1

I have the following table. Is it possible to get count of followers for each user with a single CQL select?

create table user_follows ( name text, follows_name text, primary key (name,follows_name) );

name    | follows_name
---------+--------------
 indrani |      aravind
 indrani |        jorge
 indrani |      lalitha
 indrani |        vijay
   vijay |      aravind
   vijay |        david
   vijay |         mark
  filmon |        david
  filmon |        jorge
  filmon |      kishore
  filmon |      lalitha
  filmon |         mark
  filmon |        vijay
   david |      aravind
   david |         mark

I have the following query returning count for a single user

select count(follows_name) from user_follows where name='indrani';
Aravind Yarram
  • 78,777
  • 46
  • 231
  • 327

2 Answers2

1

I'm afraid this is not supported. The only thing you can do is to issue your COUNT(*) query for every partition.

If you don't know your partitions you could use PER PARTITION LIMIT 1 to retrieve the first record (and hence the partition key) for each partition (data inside partition is ordered by your cluster key):

SELECT name FROM user_follows PER PARTITION LIMIT 1;

This requires Cassandra 3.6 and later.

Thinking more about it, however, a single COUNT query (with a WHERE restricting by partition) will produce a scan of the partition, because that's how C* to count the records. If you issue this query for all of your partitions then you'll scan all your dataset, and probably will kill your cluster.

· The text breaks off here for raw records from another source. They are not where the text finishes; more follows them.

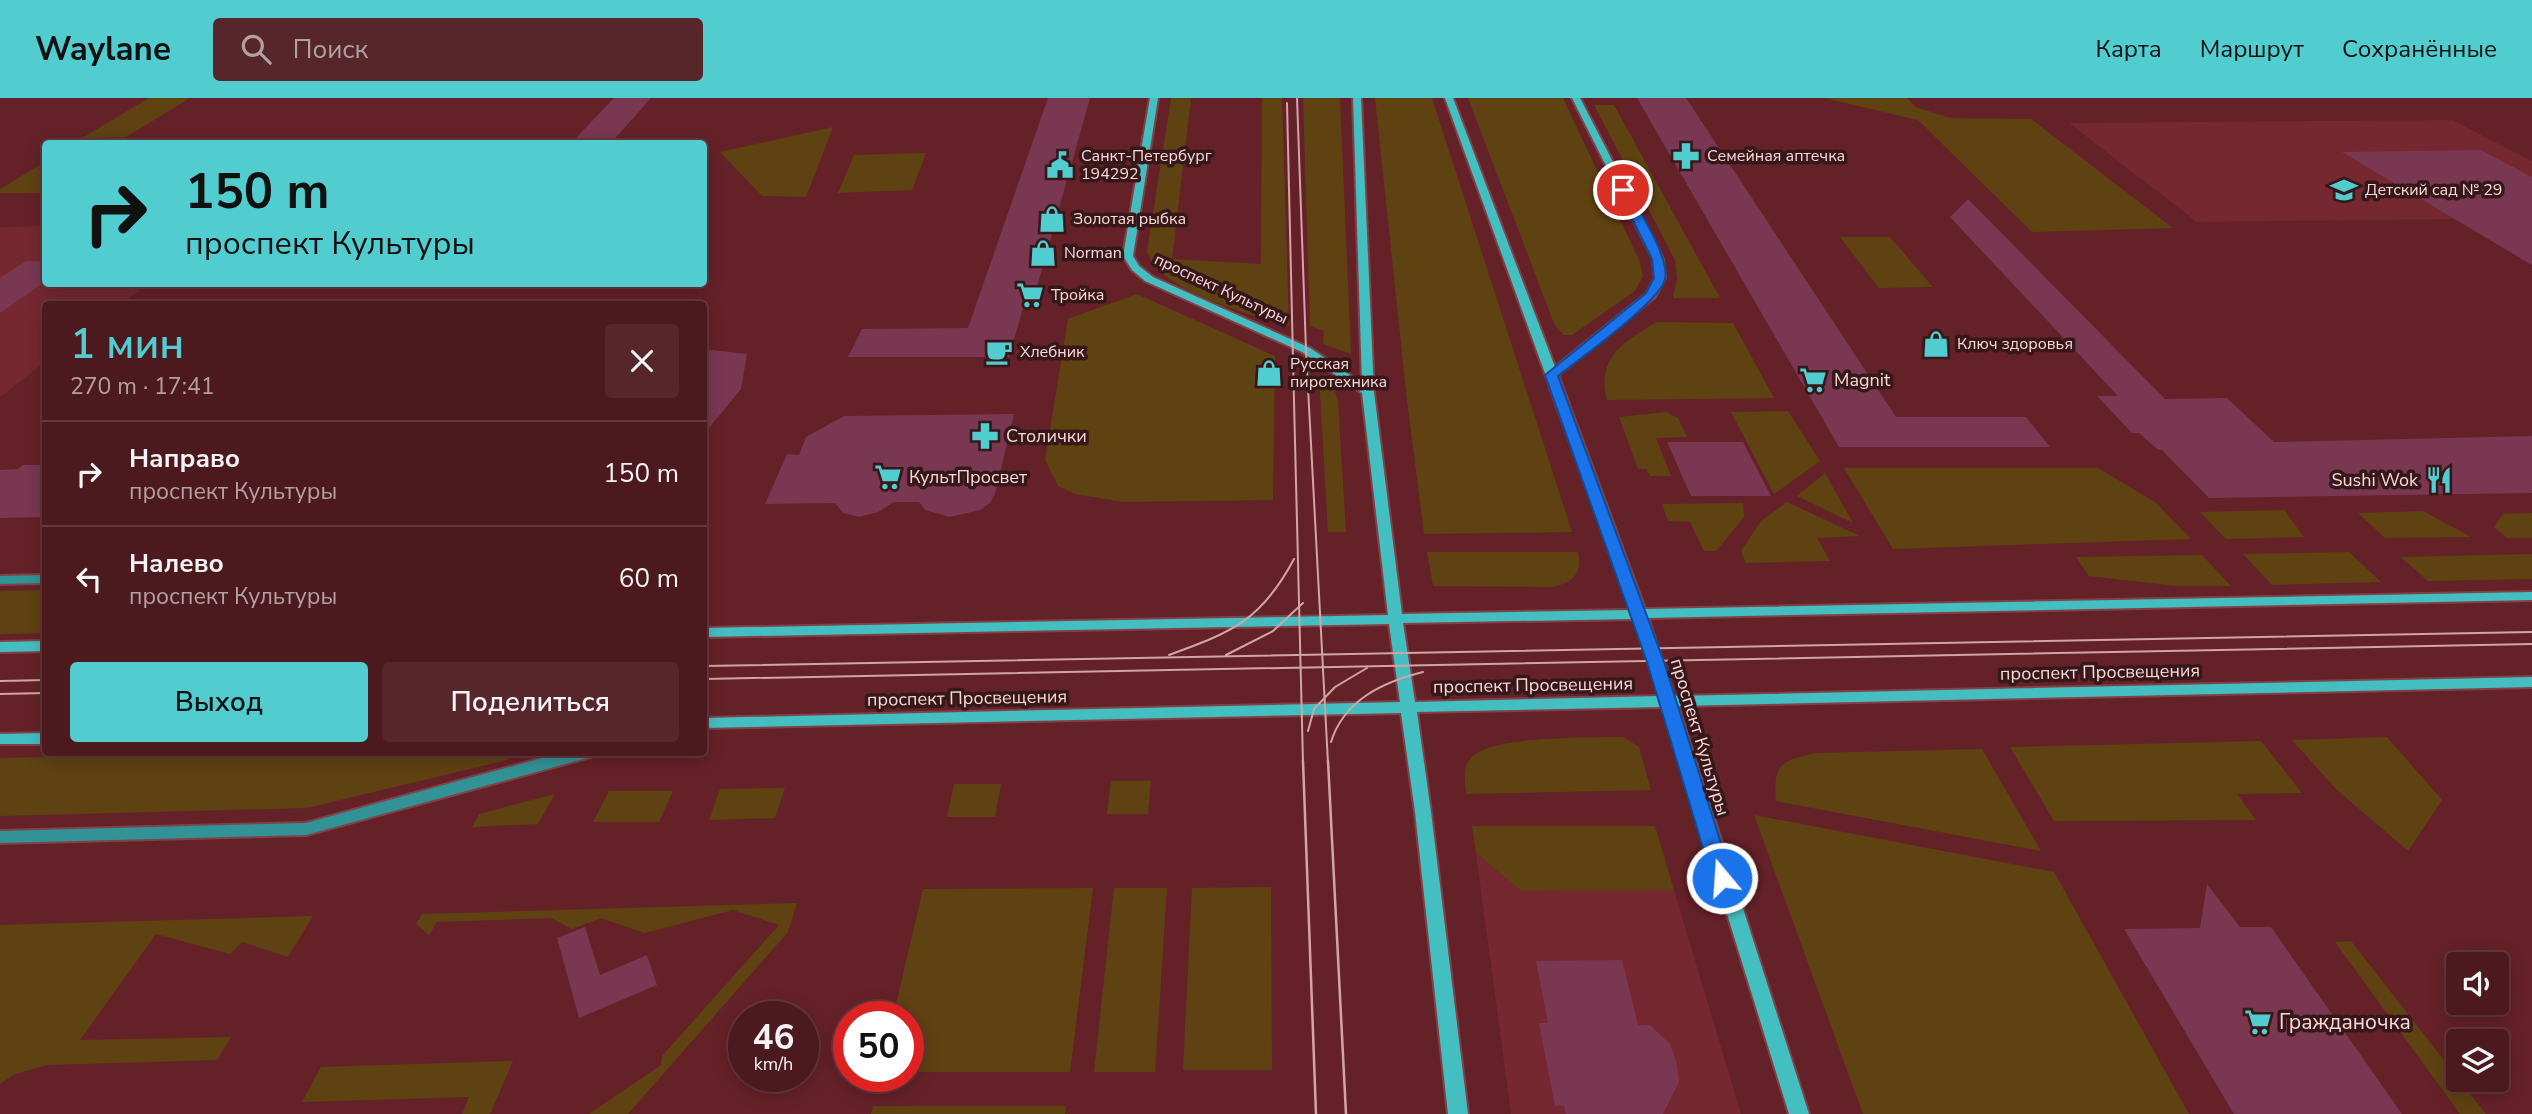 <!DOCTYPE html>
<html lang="ru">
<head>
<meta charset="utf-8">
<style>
	body { margin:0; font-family:"Nunito Sans",sans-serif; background:#56262b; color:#f1f3f6; height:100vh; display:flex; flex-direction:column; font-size:26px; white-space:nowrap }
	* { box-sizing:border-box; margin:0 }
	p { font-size:23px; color:#b2a0a4 }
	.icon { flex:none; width:38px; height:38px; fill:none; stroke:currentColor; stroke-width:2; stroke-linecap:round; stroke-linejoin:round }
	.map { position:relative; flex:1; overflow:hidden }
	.drawer { position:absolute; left:42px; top:203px; width:665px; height:455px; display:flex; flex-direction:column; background:#4c191e; border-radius:7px; box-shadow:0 4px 18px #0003,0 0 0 2px #63383c }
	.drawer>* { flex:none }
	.guide { position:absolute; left:42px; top:42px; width:665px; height:147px; border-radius:7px; box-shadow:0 4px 18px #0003,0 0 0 2px #63383c; background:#52cdcf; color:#111; overflow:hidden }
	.buttons { position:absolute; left:2446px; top:854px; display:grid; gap:14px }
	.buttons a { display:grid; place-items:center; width:63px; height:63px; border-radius:7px; background:#4c191e; box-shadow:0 4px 18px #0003,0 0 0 2px #63383c; font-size:35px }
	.speed { position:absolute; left:728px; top:903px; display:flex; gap:14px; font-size:35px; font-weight:700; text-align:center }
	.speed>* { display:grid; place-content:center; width:91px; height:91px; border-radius:50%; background:#4c191e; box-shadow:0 4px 18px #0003,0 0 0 2px #63383c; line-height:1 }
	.speed small { font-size:18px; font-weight:400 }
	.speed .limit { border:10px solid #d22; background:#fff; color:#111 }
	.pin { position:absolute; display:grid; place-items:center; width:60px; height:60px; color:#fff; margin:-30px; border:4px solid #fff; border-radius:50%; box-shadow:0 2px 7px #0007 }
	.me { position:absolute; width:77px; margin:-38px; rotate:342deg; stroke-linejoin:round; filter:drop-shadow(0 0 5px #0008) }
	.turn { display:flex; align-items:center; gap:24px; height:147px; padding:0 28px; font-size:32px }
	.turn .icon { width:91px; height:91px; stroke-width:2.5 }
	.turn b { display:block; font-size:49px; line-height:60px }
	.round { display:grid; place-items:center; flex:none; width:74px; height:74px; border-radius:7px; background:#56262b }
	.overview { display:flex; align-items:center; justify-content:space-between; height:119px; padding:0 28px }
	h1 { font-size:42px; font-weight:600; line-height:52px; color:#52cdcf }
	.primary-button { display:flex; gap:14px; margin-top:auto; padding:14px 28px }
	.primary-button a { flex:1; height:80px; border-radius:7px; background:#52cdcf; color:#111; font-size:28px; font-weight:600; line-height:80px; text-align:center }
	.primary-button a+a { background:#56262b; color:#f1f3f6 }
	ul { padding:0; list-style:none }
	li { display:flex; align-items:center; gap:21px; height:105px; padding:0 28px; border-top:2px solid #63383c }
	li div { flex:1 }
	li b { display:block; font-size:26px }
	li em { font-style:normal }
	header { display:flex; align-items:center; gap:42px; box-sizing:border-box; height:98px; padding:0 35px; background:#52cdcf; color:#111 }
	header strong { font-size:33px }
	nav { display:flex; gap:38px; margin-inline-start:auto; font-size:24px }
	.search { width:490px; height:63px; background:#56262b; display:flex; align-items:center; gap:18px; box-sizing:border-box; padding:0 24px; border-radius:7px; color:#b2a0a4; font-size:26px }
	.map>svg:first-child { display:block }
	.built { fill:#752830 }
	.green { fill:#5f4212 }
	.building { fill:#7a3752 }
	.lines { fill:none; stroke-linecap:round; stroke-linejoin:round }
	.street-casing { stroke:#804248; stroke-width:4 }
	.secondary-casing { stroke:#804248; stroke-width:4 }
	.street { fill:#319395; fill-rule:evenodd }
	.secondary { fill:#43bfc1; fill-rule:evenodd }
	.tram-far1 { stroke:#d1a5a7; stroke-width:2 }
	.tram { stroke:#d1a5a7; stroke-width:2.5 }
	.route { fill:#1a73e8; stroke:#114b97; stroke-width:2 }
	.labels { text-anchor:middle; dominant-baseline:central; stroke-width:7; stroke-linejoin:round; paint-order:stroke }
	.far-poi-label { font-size:16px; fill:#fad7d7; stroke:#37181a; text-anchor:start }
	.far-street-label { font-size:16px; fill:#fad7d7; stroke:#37181a }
	.poi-label { font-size:18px; fill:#fad7d7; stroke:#37181a; text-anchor:start }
	.street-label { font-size:18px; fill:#fad7d7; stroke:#37181a }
	.near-poi-label { font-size:21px; fill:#fad7d7; stroke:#37181a; text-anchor:start }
</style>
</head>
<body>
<header>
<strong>Waylane</strong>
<div class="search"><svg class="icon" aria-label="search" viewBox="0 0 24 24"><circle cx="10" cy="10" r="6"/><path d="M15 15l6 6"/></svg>Поиск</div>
<nav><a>Карта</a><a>Маршрут</a><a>Сохранённые</a></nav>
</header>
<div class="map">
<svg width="2532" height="1016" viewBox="0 0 2532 1016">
	<rect width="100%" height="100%" fill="#652128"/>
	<path class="built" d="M2452 22 2532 63V120L2197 124 2069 25Z
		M45 128 46 186H148L120 206H46L45 264 0 299V129Z
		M1476 755 1521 793 1674 792 1741 1016H1511Z"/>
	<path class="green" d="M149 0H190L126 39 82 40Z
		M1171 0H1191L1172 161 1261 166 1262 0H1282L1289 228 1280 227C1243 213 1161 193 1147 154Z
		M1303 0H1340L1351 256 1323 246 1324 233 1310 228Z
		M1375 0H1432L1572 434 1424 436 1407 302Z
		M1468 0H1563L1639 162 1643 178 1635 193 1572 237H1564L1555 228Z
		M1824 0H1907L1916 9 1950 20 2031 21 2173 130 2032 134 1918 22Z
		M1594 7H1614L1720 200H1673L1677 181 1675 162Z
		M833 29 806 99 762 98 720 54Z
		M926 55 912 92 838 95 854 57Z
		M45 64V95H0V91Z
		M1840 139H1890L1933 189 1879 190Z
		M1137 196 1275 258 1273 402 1123 404 1075 396 1058 388 1045 362 1068 221Z
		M1656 224 1733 225 1774 300 1607 302C1596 258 1624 245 1656 224Z
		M1319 278 1335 294 1338 303 1346 434H1328Z
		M1788 313 1820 363 1774 396 1731 314Z
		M1666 314 1678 320 1687 339 1656 340 1671 378H1650L1646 371H1638L1619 319Z
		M1844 370H2098L2155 404 2191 441 1893 451Z
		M1825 375 1853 425 1797 398Z
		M1787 404 1860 438 1817 440 1830 463 1746 465 1741 453 1761 423Z
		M1743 405 1744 419 1716 453H1704L1690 424 1668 423 1662 406Z
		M2284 412 2304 439 2226 441 2200 414Z
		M2423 413 2471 439 2385 440 2358 415Z
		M2532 415V440H2507L2494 429 2503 416Z
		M1427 454H1578C1582 476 1574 484 1553 489L1433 488Z
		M2349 454 2381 484 2272 487 2243 456Z
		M2532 456V481L2428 483 2401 459Z
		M2202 457 2231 488H2177L2089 478 2076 459Z
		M45 492V535L0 536V493Z
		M1623 639 1639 649 1651 692 1466 696C1465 684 1462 670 1471 660 1490 637 1591 640 1623 639Z
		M2387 639 2442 702 2408 753 2336 691 2292 642Z
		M2261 643 2302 695 2237 696 2256 722 2054 723 2010 649Z
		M1982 651 2041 753 1776 703C1773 665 1781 663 1816 655Z
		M240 655 514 654V655L507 662 307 710 0 718V660Z
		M1111 683H1151L1148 716H1107Z
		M954 686H1001L995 719H947Z
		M785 690 775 720 709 722 720 691Z
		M609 693H673L659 724H593Z
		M555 696 538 726 472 729 479 716Z
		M1754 717 2054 774 2189 1016H1863Z
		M1472 728H1655L1674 792 1521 793 1476 755Z
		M1271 789 1272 972H1183L1192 790Z
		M1093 790 1070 974H908V919H893L923 791Z
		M1114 790H1167L1155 974H1094Z
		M797 805 788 834 628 1016H589L661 967 662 958 779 827 733 812 645 835 601 820 572 831 551 820 437 824 429 837 416 826 422 816Z
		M313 818 288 859 242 844 230 856 156 836 80 942 231 939 217 962 47 967 13 977 0 986V827Z
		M2351 843 2486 1016H2460L2335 844Z
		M513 963 490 1016H462L469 999 302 1004 321 969Z
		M873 1008H1066L1065 1016H871Z"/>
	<path class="building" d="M614 0H651L610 46H570Z
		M1048 0H1090L1031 210H1023L1009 259H848L862 231 968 230Z
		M1637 0H1686L1896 319H2026L2050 349H1839Z
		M2481 52 2532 79V167L2342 54Z
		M1968 101 2165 301 2227 300 2274 344 2532 338V395L2209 400 2162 352 2157 351 2139 335H2132L2097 298H2118L1950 119Z
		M26 163H46V183L0 215V180Z
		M704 251 747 256 741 291 704 336Z
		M1014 316 995 396 990 405 980 412 950 419 925 412 919 404H894L878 414 859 419 843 415 835 405 765 406 787 356 799 357 806 339 844 318Z
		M1667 344H1743L1771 398H1691Z
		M23 367H46V419L0 420V372L18 371Z
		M2207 786 2240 829H2271L2402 1016H2234L2124 831 2200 830Z
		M585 829 600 877 647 857 657 887 579 920 557 840Z
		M1622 862 1638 927H1650L1670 946 1677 966 1679 984 1663 1016H1566L1564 1008H1555L1539 925H1548L1536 863Z"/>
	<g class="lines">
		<defs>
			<path id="street" d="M46 477V485L0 486V478Z
				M564 654H595L593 658 587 660 306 737 0 745V733L306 725Z"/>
			<path id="secondary" d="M1150 0H1158L1133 158 1139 168 1153 179 1310 250 1362 285 1353 0H1361L1374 294 1402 516 1631 512 1445 0H1453L1555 269 1647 195 1655 180 1653 161 1572 0H1580L1663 161 1665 180 1655 199 1558 277 1645 511 2532 494V502L1648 520 1674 598 2532 579V589L1678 608 1809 1016H1789L1663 609 1417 614 1431 714 1468 1016H1448L1415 714 1401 615 704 630V620L1400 604 1389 526 704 539V530L1388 517 1362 295 1302 254 1145 183 1132 172 1123 158ZM1634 521 1659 598 1415 604 1403 525Z
				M46 543V553L0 554V544Z
				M46 635V646H0V636Z"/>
		</defs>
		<use href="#street" class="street-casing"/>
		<use href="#secondary" class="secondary-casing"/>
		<use href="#street" class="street"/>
		<use href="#secondary" class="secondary"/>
		<path class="tram-far1" d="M1297 0 1306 252 1328 665
			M1287 5C1293 225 1296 445 1303 665
			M1169 557C1232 534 1261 523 1294 461
			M1226 557 1273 533 1303 505
			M704 568 2532 534
			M704 581 2532 546
			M0 583 46 582
			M0 596 46 595
			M1308 633 1314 611 1335 589 1367 570
			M1331 644C1344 602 1383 584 1423 574"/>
		<path class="tram" d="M1303 663 1316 1016
			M1328 663 1346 1016"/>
	</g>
	<path class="route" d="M1623 89 1628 92C1638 111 1670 160 1665 181 1661 203 1579 261 1558 278L1664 564 1732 780 1729 785 1722 788 1715 785 1712 780 1647 564 1545 277 1646 195 1654 180 1652 161 1618 92Z"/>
	<defs>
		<symbol id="pharmacy-bare" viewBox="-9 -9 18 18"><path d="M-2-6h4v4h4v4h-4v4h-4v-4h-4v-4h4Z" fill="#52cdcf" stroke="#37181a" stroke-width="2.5" paint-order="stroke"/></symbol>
		<symbol id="civic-bare" viewBox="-9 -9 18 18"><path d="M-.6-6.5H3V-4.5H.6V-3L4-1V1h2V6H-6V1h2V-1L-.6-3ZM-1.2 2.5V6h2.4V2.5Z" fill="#52cdcf" stroke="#37181a" stroke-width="2.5" paint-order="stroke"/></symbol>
		<symbol id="school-bare" viewBox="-9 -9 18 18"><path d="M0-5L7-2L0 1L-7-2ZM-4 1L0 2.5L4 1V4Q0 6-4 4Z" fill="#52cdcf" stroke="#37181a" stroke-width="2.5" paint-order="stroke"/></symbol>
		<symbol id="shop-bare" viewBox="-9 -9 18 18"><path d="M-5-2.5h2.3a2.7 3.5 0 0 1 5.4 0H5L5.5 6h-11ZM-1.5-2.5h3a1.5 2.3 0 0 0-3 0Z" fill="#52cdcf" stroke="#37181a" stroke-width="2.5" paint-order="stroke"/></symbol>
		<symbol id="supermarket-bare" viewBox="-9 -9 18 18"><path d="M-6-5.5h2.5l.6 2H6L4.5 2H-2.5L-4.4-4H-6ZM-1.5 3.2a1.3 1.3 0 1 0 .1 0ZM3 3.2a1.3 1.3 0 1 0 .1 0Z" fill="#52cdcf" stroke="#37181a" stroke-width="2.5" paint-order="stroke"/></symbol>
		<symbol id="cafe-bare" viewBox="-9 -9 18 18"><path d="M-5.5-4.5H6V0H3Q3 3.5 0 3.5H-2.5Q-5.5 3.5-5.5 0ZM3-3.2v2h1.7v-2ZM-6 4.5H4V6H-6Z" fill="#52cdcf" stroke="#37181a" stroke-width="2.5" paint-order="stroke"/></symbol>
		<symbol id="restaurant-bare" viewBox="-9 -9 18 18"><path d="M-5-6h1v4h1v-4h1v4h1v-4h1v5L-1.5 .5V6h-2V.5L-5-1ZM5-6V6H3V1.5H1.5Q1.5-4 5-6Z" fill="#52cdcf" stroke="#37181a" stroke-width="2.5" paint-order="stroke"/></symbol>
	</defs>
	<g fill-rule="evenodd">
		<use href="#pharmacy-bare" x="1667" y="39" width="38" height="38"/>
		<use href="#civic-bare" x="1041" y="48" width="38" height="38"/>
		<use href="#school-bare" x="2325" y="73" width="38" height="38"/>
		<use href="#shop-bare" x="1033" y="102" width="38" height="38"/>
		<use href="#shop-bare" x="1024" y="136" width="38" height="38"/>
		<use href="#supermarket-bare" x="1011" y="178" width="38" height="38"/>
		<use href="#shop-bare" x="1917" y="227" width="38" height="38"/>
		<use href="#cafe-bare" x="980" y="235" width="38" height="38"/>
		<use href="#shop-bare" x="1250" y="256" width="38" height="38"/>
		<use href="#supermarket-bare" x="1794" y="263" width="38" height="38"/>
		<use href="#pharmacy-bare" x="966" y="319" width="38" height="38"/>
		<use href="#supermarket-bare" x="869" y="360" width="38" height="38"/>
		<use href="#restaurant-bare" x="2420" y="363" width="38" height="38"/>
		<use href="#supermarket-bare" x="2239" y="905" width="38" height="38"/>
	</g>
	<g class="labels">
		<g class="far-poi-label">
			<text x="1081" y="58">Санкт-Петербург<tspan x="1081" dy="18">194292</tspan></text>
			<text x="1707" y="58">Семейная аптечка</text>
			<text x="2365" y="92">Детский сад № 29</text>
			<text x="1073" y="121">Золотая рыбка</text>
			<text x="1064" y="155">Norman</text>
			<text x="1051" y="197">Тройка</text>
			<text x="1957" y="246">Ключ здоровья</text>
			<text x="1020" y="254">Хлебник</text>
			<text x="1290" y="266">Русская<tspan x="1290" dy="18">пиротехника</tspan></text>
		</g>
		<g class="far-street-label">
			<text transform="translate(1221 191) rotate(25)">проспект Культуры</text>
		</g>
		<g class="poi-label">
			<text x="1834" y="282">Magnit</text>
			<text x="1006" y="338">Столички</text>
			<text x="909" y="379">КультПросвет</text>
			<text x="2418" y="382" text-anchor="end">Sushi Wok</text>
		</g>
		<g class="street-label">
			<text transform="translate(2100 574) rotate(-1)">проспект Просвещения</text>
			<text transform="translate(1533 587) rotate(-1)">проспект Просвещения</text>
			<text transform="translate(967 600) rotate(-1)">проспект Просвещения</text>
			<text transform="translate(1700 639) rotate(73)">проспект Культуры</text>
		</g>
		<g class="near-poi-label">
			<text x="2279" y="924">Гражданочка</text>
		</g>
	</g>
</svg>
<div class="buttons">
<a><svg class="icon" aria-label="sound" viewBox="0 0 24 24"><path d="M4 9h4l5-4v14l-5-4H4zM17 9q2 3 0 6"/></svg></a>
<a><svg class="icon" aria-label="layers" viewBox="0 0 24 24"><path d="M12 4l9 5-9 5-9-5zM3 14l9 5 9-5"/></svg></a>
</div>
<div class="speed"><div>46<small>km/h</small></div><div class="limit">50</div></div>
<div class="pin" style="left:1623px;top:92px;background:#d93025"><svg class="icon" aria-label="arrive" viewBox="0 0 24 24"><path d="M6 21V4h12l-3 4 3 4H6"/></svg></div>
<svg class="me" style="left:1722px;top:780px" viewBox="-20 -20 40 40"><circle r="17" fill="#1a73e8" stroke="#fff" stroke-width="3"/><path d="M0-11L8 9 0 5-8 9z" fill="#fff"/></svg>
<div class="guide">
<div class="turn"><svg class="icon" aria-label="right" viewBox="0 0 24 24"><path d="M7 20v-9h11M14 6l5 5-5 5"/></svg><div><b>150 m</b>проспект Культуры</div></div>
</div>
<section class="drawer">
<div class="overview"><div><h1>1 мин</h1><p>270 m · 17:41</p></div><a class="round"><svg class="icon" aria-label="close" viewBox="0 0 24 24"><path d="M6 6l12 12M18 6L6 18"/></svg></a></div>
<ul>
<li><svg class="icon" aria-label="right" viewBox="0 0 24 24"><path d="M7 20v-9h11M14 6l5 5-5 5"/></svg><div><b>Направо</b><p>проспект Культуры</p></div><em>150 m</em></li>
<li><svg class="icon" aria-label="left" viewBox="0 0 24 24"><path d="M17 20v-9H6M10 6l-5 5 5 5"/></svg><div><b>Налево</b><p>проспект Культуры</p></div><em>60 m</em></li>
</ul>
<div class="primary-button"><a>Выход</a><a>Поделиться</a></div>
</section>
</div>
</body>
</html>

If you don't need to be precise you could create a counter table with the same partition key and increment/decrement the counter for each user:

CREATE TABLE user_follows_counts (
    name text PRIMARY KEY, 
    followers counter,
);

Now you'd get what you want without scanning your dataset, with a much more efficient query:

SELECT * FROM user_follows_counts;

Check the documentation on counters for further information.

xmas79
  • 5,060
  • 2
  • 14
  • 35
0

This is possible only if you use Custom UDF in cassandra.

Ideal query for this in rdbms world would be

Select name, COUNT(*) FROM table_name GROUP BY name;

But since this is not supported in cassandra directly, you can write custom UDF to Group using Map instead.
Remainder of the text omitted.